Part 1, Chapter 1 Summary: “The New Opium Wars”

Chapter 1 begins with a discussion of President Joe Biden’s November 2022 meeting with Chinese President Xi Jinping in Bali, Indonesia. Schweizer accuses Biden of not including the fentanyl crisis on the discussion agenda. Fentanyl is a synthetic opioid largely produced using Chinese precursor chemicals. Schweizer claims that fentanyl is not just a drug epidemic but part of China’s larger strategy of warfare against the US, where unconventional methods—such as drug trafficking—are used to undermine the US without open conflict. Fentanyl, now the leading cause of death for Americans under 45, is described as a weapon of mass destruction deployed by China to create chaos and social instability.

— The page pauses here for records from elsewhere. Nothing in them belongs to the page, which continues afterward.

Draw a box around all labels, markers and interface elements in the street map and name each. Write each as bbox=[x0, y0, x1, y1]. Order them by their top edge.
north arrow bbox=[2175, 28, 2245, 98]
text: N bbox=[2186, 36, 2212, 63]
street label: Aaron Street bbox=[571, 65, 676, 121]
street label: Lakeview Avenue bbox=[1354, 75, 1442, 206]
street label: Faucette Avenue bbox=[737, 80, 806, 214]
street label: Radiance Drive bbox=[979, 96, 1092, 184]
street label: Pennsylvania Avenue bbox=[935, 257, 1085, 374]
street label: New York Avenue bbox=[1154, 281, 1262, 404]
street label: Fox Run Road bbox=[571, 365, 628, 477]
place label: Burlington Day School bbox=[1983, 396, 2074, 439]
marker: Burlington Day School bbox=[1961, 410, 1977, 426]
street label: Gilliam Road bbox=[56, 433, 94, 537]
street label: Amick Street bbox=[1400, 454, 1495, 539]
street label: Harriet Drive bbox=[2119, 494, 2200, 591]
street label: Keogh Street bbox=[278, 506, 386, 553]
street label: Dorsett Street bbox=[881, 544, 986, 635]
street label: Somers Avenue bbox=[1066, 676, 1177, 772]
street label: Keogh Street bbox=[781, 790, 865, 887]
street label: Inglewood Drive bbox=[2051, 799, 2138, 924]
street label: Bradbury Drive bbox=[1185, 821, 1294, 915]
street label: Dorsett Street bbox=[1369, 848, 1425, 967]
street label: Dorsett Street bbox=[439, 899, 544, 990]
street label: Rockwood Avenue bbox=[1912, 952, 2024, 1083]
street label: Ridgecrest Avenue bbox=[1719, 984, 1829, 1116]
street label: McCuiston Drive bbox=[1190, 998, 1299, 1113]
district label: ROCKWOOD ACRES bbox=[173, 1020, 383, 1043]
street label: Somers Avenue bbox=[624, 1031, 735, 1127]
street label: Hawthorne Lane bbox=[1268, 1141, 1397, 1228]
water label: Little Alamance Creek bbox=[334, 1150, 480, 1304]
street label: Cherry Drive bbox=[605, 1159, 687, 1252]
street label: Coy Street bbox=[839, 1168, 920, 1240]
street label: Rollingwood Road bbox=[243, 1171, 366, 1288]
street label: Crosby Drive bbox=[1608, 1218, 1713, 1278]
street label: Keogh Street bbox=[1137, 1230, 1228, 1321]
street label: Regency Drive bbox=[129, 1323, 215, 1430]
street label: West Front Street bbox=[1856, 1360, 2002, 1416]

Schweizer sketches China’s involvement in the fentanyl crisis, which allegedly involves producing precursor chemicals and facilitating its smuggling into the US. He draws parallels to the 19th-century Opium Wars, suggesting that Beijing is retaliating for historical grievances by using fentanyl as a modern weapon. Schweizer argues that, starting in the early 1950s, the CCP deliberately exported heroin to Japan and later to the US, thus seeking to weaponize narcotics and weaken enemy nations. As evidence, Schweizer cites the admission of Chinese leaders, such as Chou En-lai, to using heroin during the Vietnam War to undermine US troops’ morale. Throughout the 1960s and 1970s, the CCP continued to flood US markets with heroin, allegedly demonstrating a calculated effort to use drugs as a tool of warfare. Generally, Schweizer argues that China’s long history of using drugs as a weapon foreshadows its current role in the deadly US fentanyl crisis.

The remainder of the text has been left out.